Ergebnis: Die serosale Gabe des exogenen H2S Donors NaHS (0,2–2,5mM setzen physiologische Konzentrationen von H2S frei) führte im Human- und Meerschweinchengewebe zu einer signifikanten dosisabhängigen Erhöhung der Sekretion. Die Ursache hierfür ist eine erhöhte Chloridsekretion, da in allen Geweben die Antwort durch Bumetanide (100µM) und die Chloridkanalblocker SITS (1mM) und CFTR 172 inh (10µM) und den Adenylatzyklasehemmer MDL 12330A (20µM) signifikant reduiziert wurde. Die aktivierende Wirkung von Schwefelwasserstoff war TRPV1-Rezeptor vermittelt, da sie in allen Geweben durch Capsaicin Desensibilisierung (10µM), die TRPV1 Antagonisten Capsazepine (10µM) und AMG 9810 (10µM) sowie durch das Lanthanoid Gadolinium (350µM) blockiert bzw. signifikant verringert wurden. Die H2S induzierte Sekretionsantwort war abhängig von einer Substanz P Freisetzung, da sie durch NK1- (0,1µM SR 140333) und NK3 Antagonisten (1µM SR142801) signifikant reduziert wurde (nur in Meerschweinchengewebe getestet).

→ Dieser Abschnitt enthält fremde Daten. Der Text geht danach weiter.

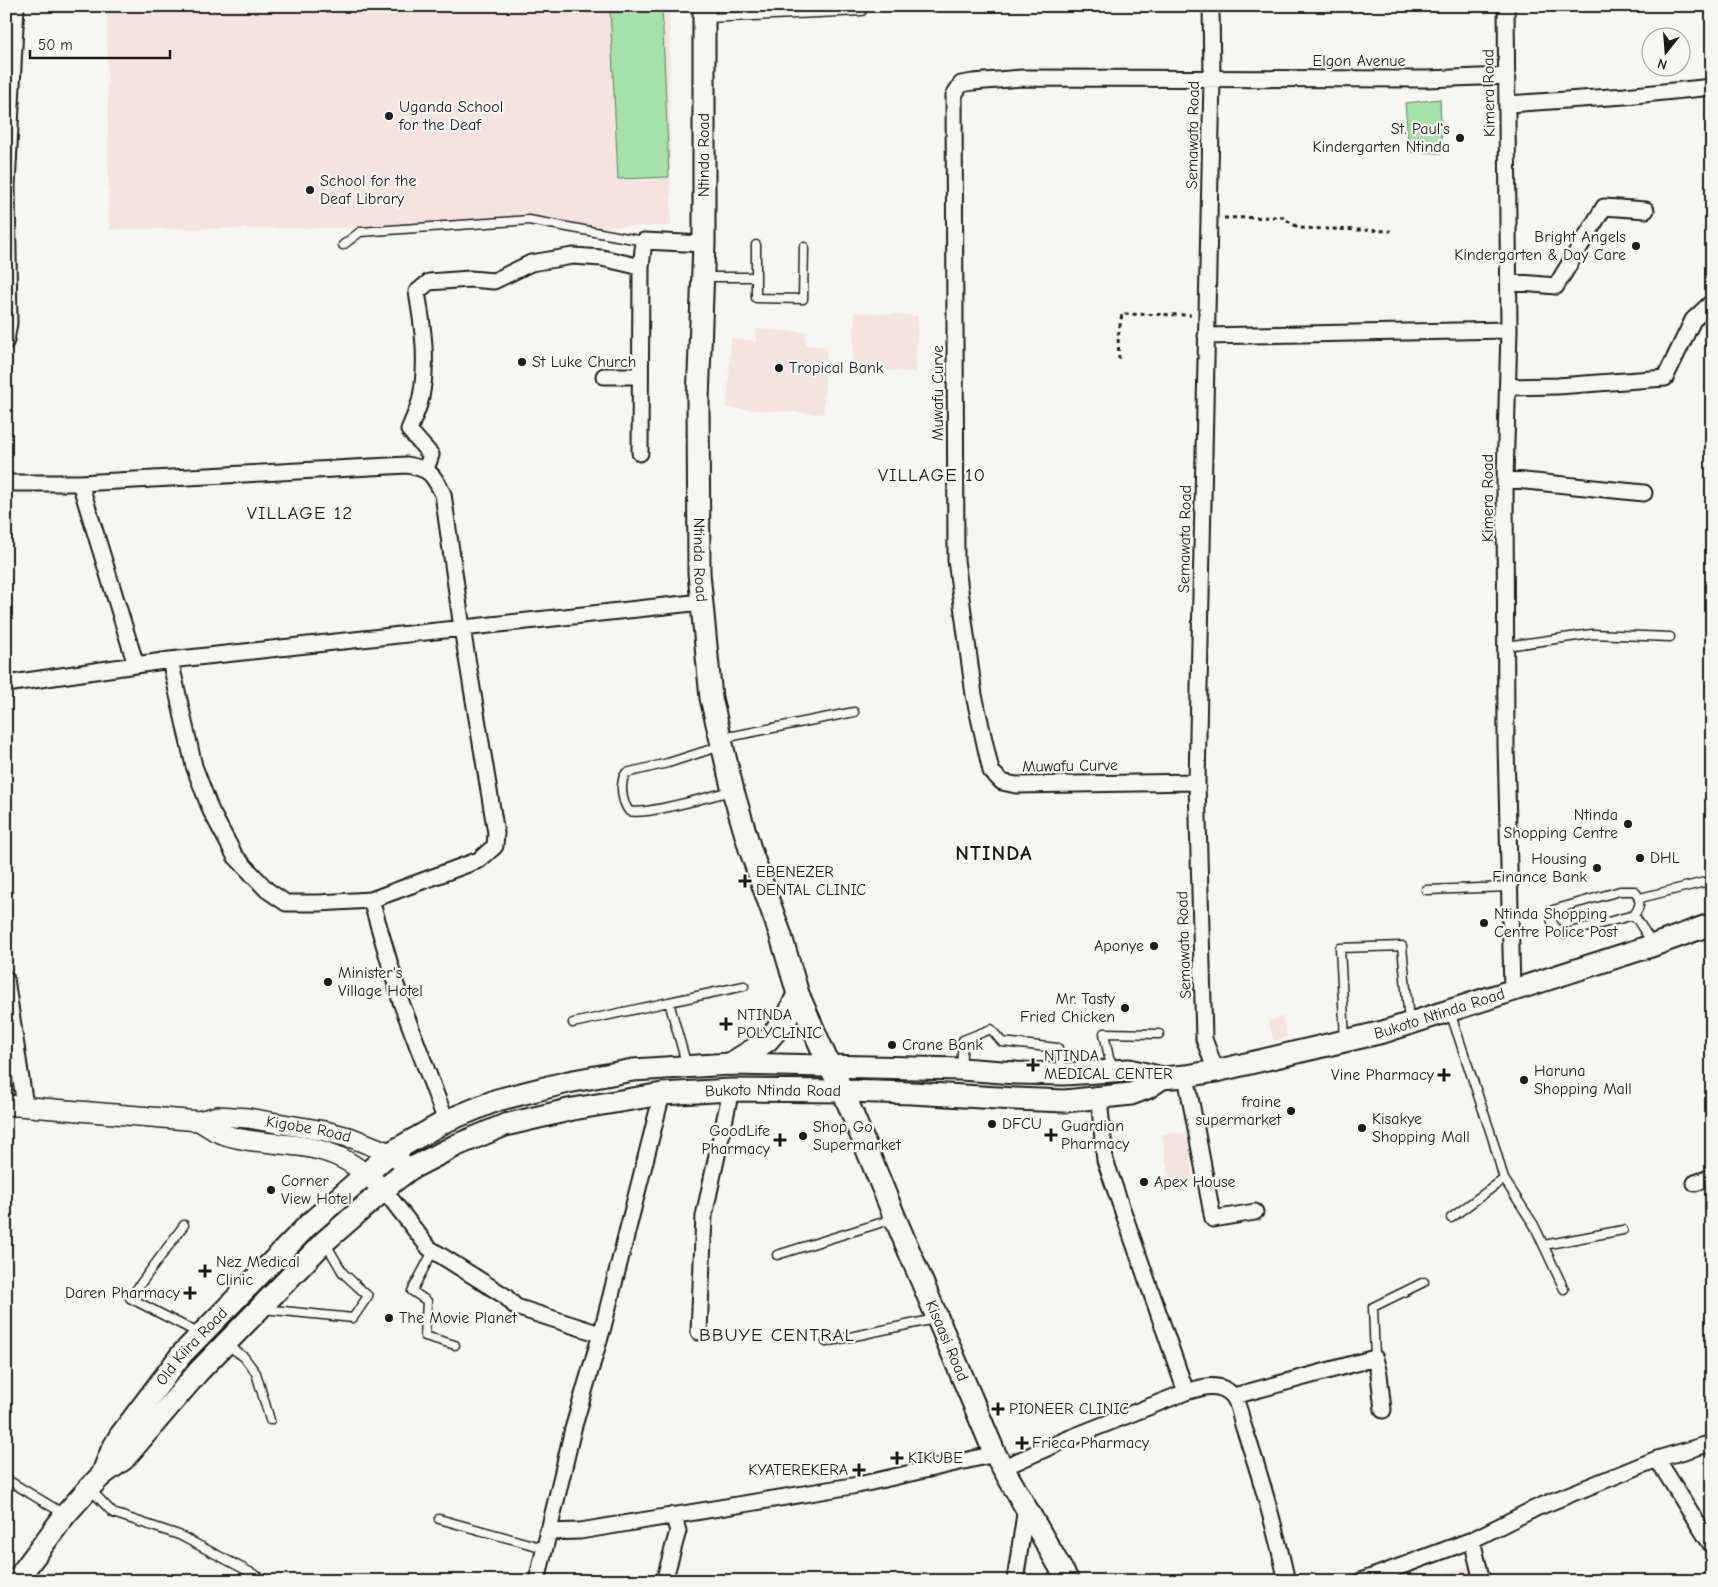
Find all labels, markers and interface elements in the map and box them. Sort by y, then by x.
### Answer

Schlussfolgerung: H2S ist ein neuer gasförmiger Mediator. Seine pro-sekretorische Wirkung wird durch Aktivierung der TRPV1 Rezeptoren, die ausschließlich von Capsaicin-sensitiven viszeralen Afferenzen exprimiert werden, vermittelt. Diese Afferenzen schütten dann Substanz P aus, welches Sekretomotorneurone im enterischen Nervensystem aktiviert. H2S spielt damit eine entscheidende Rolle als Signalmolekül bei entero-extrinsischen Interaktionen. Exzessive H2S Konzentrationen könnten durch die Mikroflora oder durch Hyperaktivität enterischer Nervenzellen entstehen und würden nach unseren Befunden zu einer viszeralen Hypersensitivität und Hypersekretion führen.